In consideration of the variation in the effective areas (a _e), the vertical stresses q _max and q _min can be estimated by Eq. (6). In this range, the values of q _min are negative when the eccentricities (e) are over a/4 (ellipse), which means that tensions are developed outside of the contact region (x). However, the negative values are ignored in this study as there is no tension between the block and the plane. The normal stress distributions at the base of blocks for the angles of inclination are simply calculated by using Eq. (7).

$$x = 2a - 2e'$$

(5)

$$q_{\hbox{max} } , q_{\hbox{min} } = \frac{Q}{{a_{e} }} \cdot \left( {1 \pm \frac{{4e^{\prime}}}{a}} \right)\quad ({\text{ellipse}})$$

(6)

$$q_{n\_\hbox{max} } , q_{n\_\hbox{min} } = q_{\hbox{max} } , q_{\hbox{min} } \cdot \cos \beta$$

(7)

where x is the effective width of the base and e′ is the eccentricity of the tilted block; β is the tilting angle. The examples of normal stress distributions at the bases of blocks as tilting table inclined are demonstrated in Fig. 2c, d. As discussed above, the assumptions for the normal stress estimation in tilting conditions are established based on the influence of eccentric loading in accordance with the block shapes. In this study, the influence of the block shape on the normal stress is characterized by the locations of the centre of mass for the cross-sectional geometry of the blocks.

2.2.2 Numerical Analysis

In order to understand the differences in stress distributions, a numerical analysis was carried out using FLAC ver. 7.0 (Itasca 2011). The analysis focused on the simulation of the shapes of the stress distribution in the base of blocks when the blocks are located on the base. The geometries of the numerical models were created using the coordinates obtained from a rectangular model (α = 90°, h _p = 50 mm) and a parallelogram model (α = 30°, h _p = 50 mm) at a 40° angle of inclination. It should be noted that there are limitations in the ability of numerical models to simulate a stress distribution under a block using a finite element method. Firstly, the blocks are modelled as a part of the base with an elastic condition using a stiff modulus (1 × 10⁸ kPa). Second, to obtain the overall stress distributions at the stage when the blocks are loaded on the base plane, the models are run for 100 cycles after the loading. Observation of the stress distribution at this stage confirmed the validity of this modelling. Figure 3 presents the geometries of the blocks and the y-stress contours in the base area.

Fig. 3

y-stress contours at the base of the blocks, which were obtained using FEM analysis (FLAC ver. 7.0); rectangular (a), trapezoid (b), and parallelogram (c)

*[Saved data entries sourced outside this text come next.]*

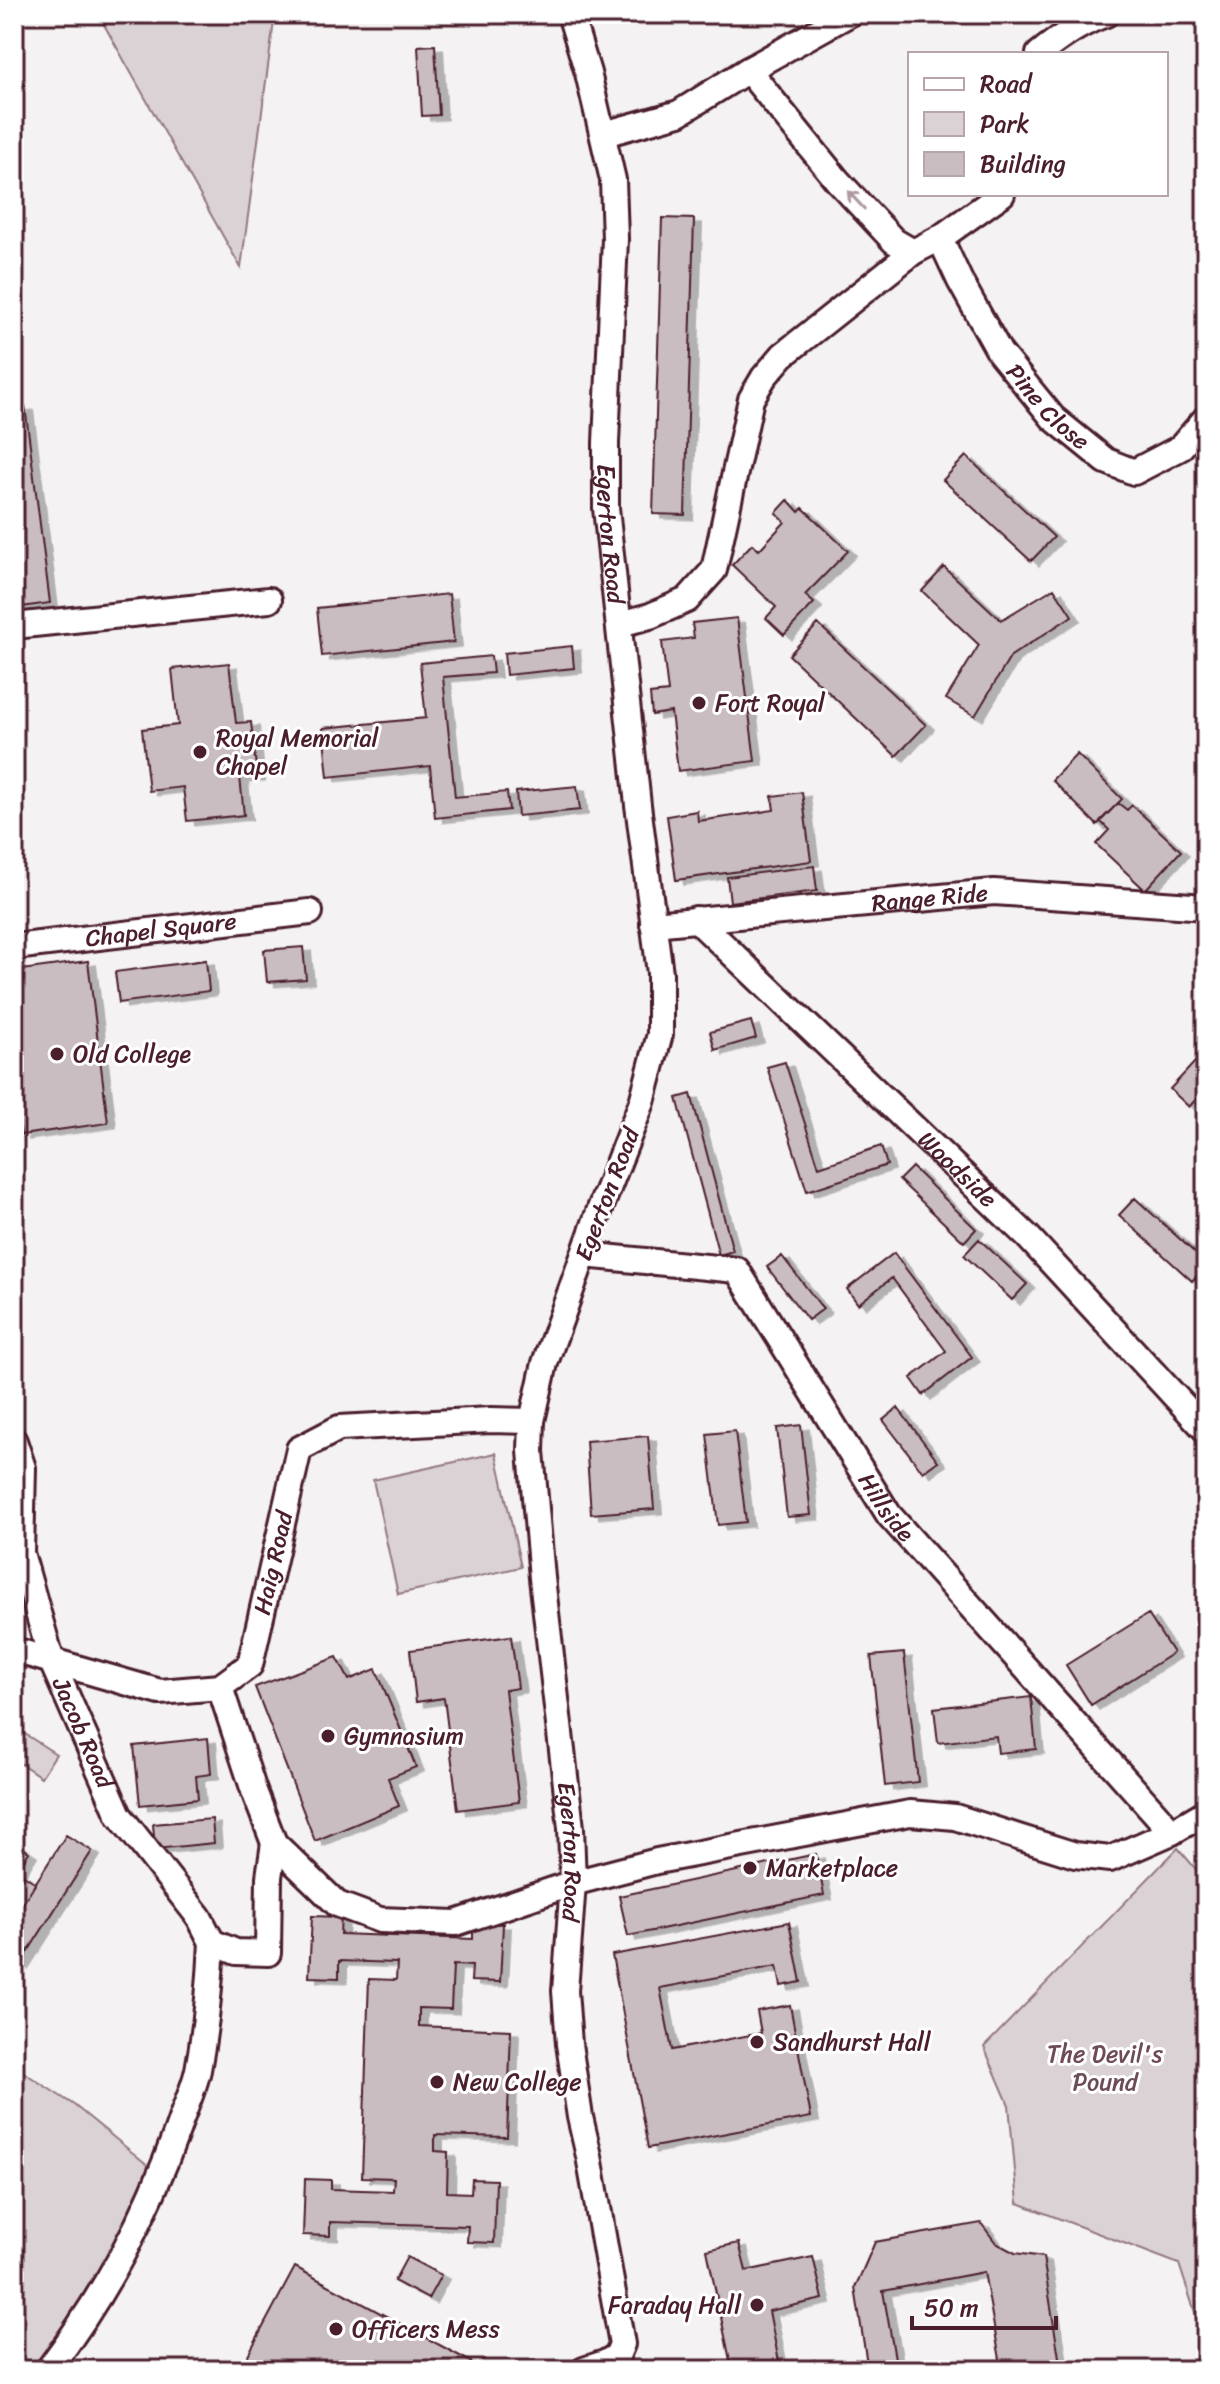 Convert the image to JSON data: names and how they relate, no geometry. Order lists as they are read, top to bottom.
{
  "streets": {
    "street": [
      "Pine Close",
      "Egerton Road",
      "Range Ride",
      "Chapel Square",
      "Woodside",
      "Hillside",
      "Haig Road",
      "Jacob Road"
    ]
  },
  "crossings": [
    ["Egerton Road", "Range Ride"],
    ["Egerton Road", "Hillside"],
    ["Egerton Road", "Haig Road"],
    ["Range Ride", "Woodside"]
  ],
  "parks": ["The Devil's Pound"],
  "places": [
    "Fort Royal",
    "Royal Memorial Chapel",
    "Old College",
    "Gymnasium",
    "Marketplace",
    "Sandhurst Hall",
    "New College",
    "Faraday Hall",
    "Officers Mess"
  ],
  "legend": ["Road", "Park", "Building"],
  "scale_bar": "50 m"
}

The rectangular block, as shown in Fig. 3a, clearly shows the concentrated stress on the area of the leading edge compared to the parallelogram shape. This result agrees significantly with the theoretical findings obtained by Hencher (1976). The numerical analysis also shows that the stress contours of the truncated blocks (trapezoid and parallelogram) moved backward due to its centre of mass which was positioned close to the trailing edge. The positions of the ‘centre of mass’ of polygons vary with their shapes, and their locations can be identified using the distances from the centre of the joint plane. In this study, a parameter ‘d _m’ can be defined as the horizontal distance of the centre of mass from the centre of the joint plane as shown in Fig. 3c.

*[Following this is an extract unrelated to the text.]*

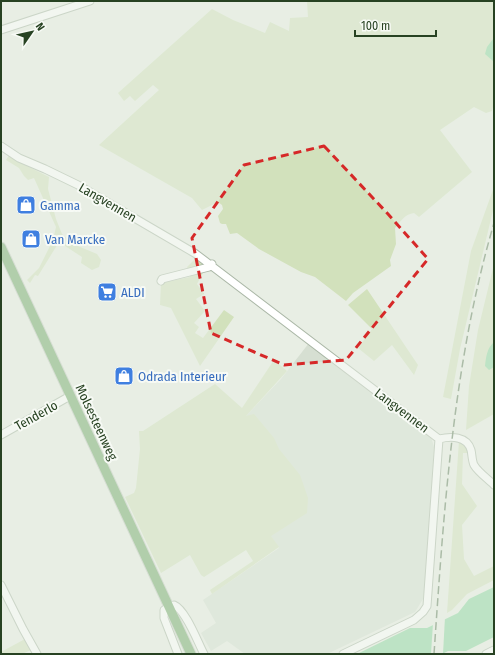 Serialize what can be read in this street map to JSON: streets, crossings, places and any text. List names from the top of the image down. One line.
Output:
{"streets":{"main road":["Molsesteenweg"],"street":["Langvennen","Tenderlo"]},"crossings":[["Tenderlo","Molsesteenweg"]],"places":{"shop":["Gamma","Van Marcke","Odrada Interieur"],"supermarket":["ALDI"]},"scale_bar":"100 m","north":"top right"} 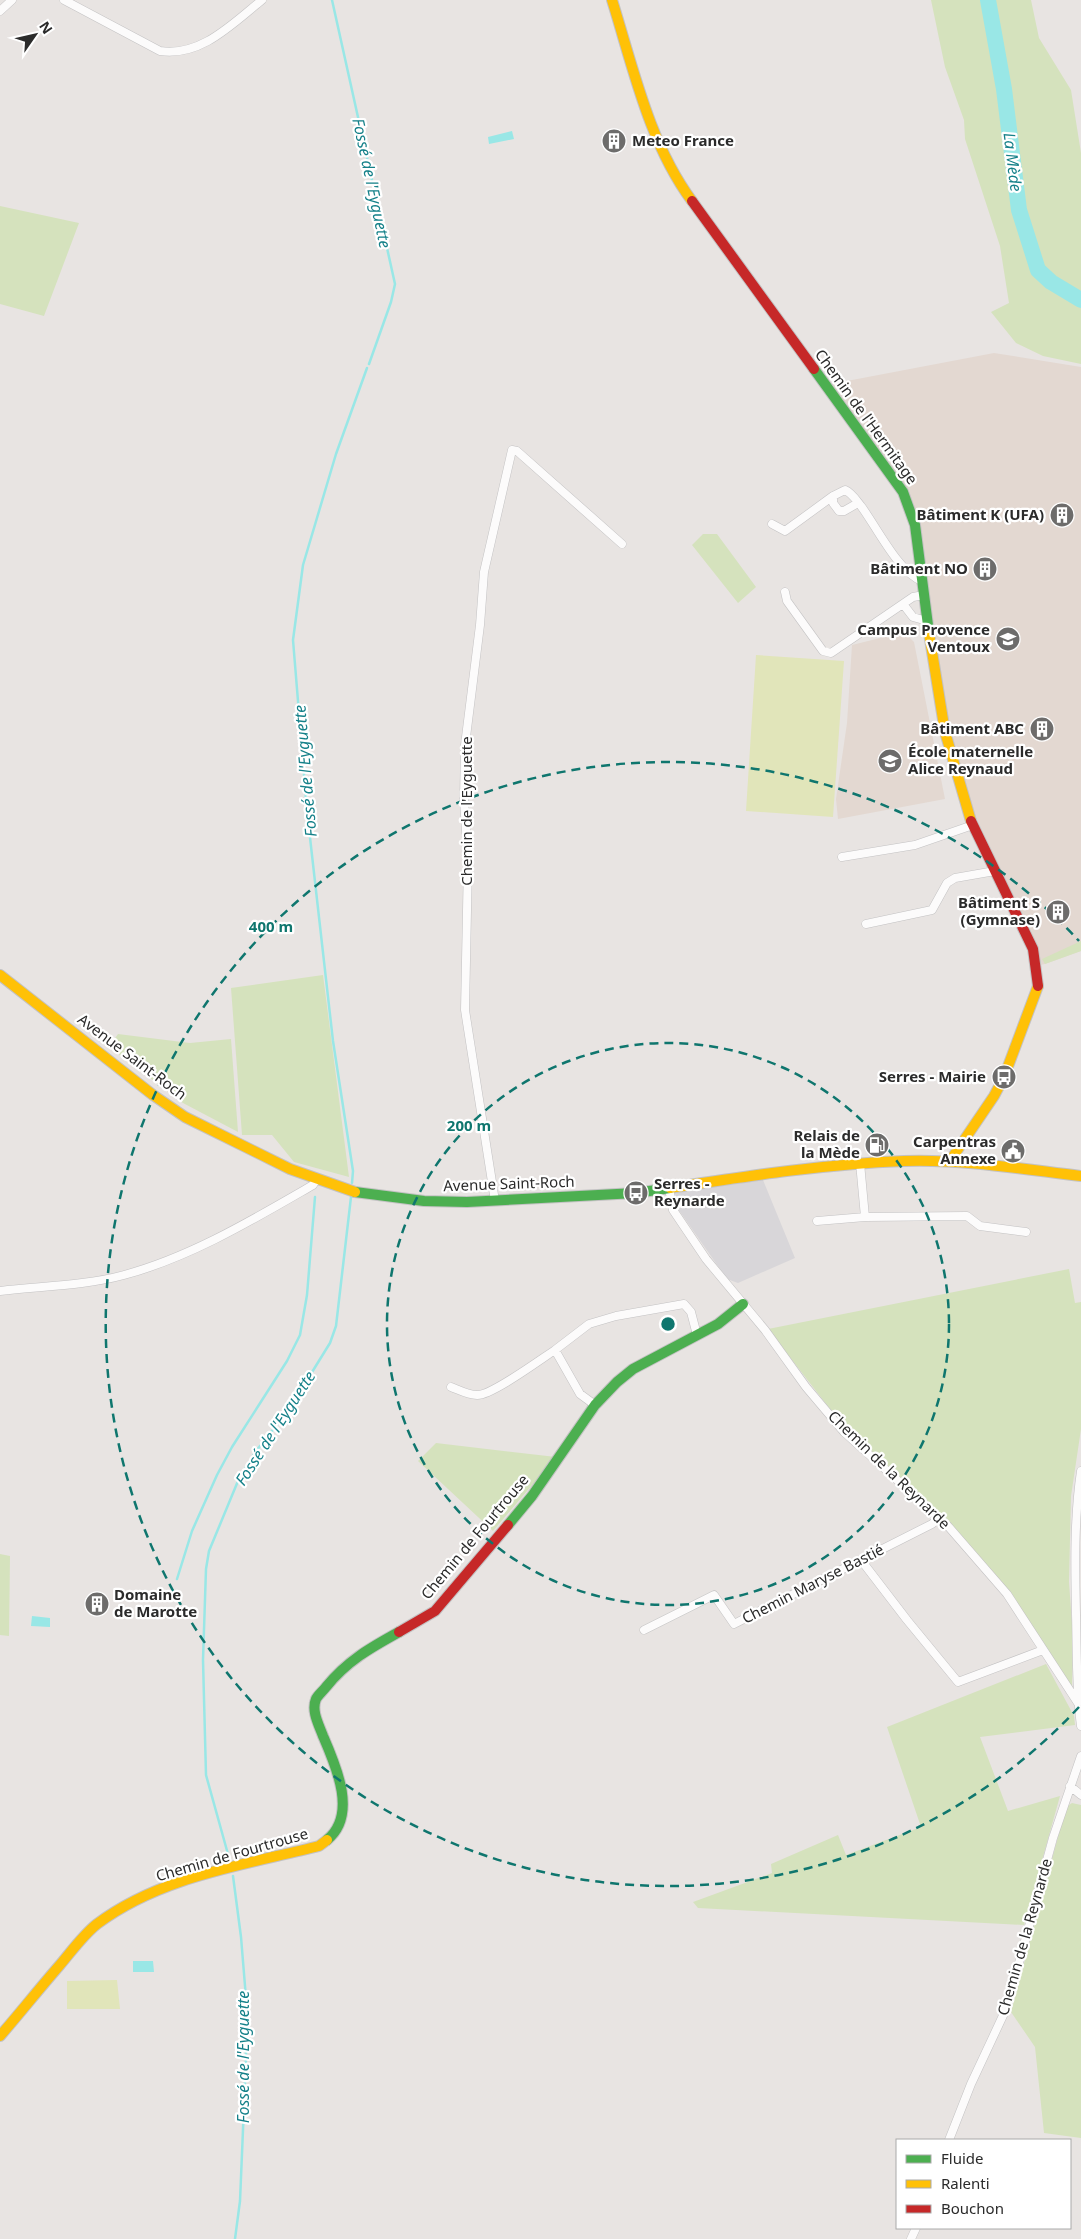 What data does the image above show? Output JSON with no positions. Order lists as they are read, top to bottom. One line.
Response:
{"streets":{"street":["Chemin de l'Hermitage","Chemin de l'Eyguette","Avenue Saint-Roch","Chemin de la Reynarde","Chemin de Fourtrouse","Chemin Maryse Bastié"]},"crossings":[["Chemin de l'Hermitage","Avenue Saint-Roch"],["Chemin de l'Eyguette","Avenue Saint-Roch"],["Avenue Saint-Roch","Chemin de la Reynarde"],["Chemin de la Reynarde","Chemin de Fourtrouse"],["Chemin de la Reynarde","Chemin Maryse Bastié"]],"water":["La Mède","Fossé de l'Eyguette"],"places":{"building":["Meteo France","Bâtiment K (UFA)","Bâtiment NO","Bâtiment ABC","Bâtiment S (Gymnase)","Domaine de Marotte"],"school or university":["Campus Provence Ventoux","École maternelle Alice Reynaud"],"bus stop":["Serres - Mairie","Serres - Reynarde"],"fuel station":["Relais de la Mède"],"public building":["Carpentras Annexe"]},"legend":["Fluide","Ralenti","Bouchon"],"north":"top right","rings":["400 m","200 m"]}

2.2.3 Normal Stresses According to the Block Shapes and Tilting Angles

The shapes of stress distributions obviously vary according to the tilting angles. Relating the stress distribution with the geometries of blocks, it is interesting that ‘d _m’ values can reflect the positions of stress contours because the truncated block has a larger ‘d _m’ value than that of the rectangular block (‘d _m’ is nil). In this study, the ‘normal stress at base’ is defined as the mean normal stress. So, the corresponding values were calculated by dividing the weight of the block at a given tilting angle (Q cos β) by the effective sliding areas (a _e).

For the block shapes with four different cutting angles (α = 15, 30, 45, 60°) and for six different tilting angles (α = 0, 15, 30, 45, 60, 75°), the normal stresses at base were calculated using Eqs. (5)–(7). As the variations in the segment of an ellipse are not simply expressed by equations, the effective area of each case was directly obtained by measuring the area using AutoCAD.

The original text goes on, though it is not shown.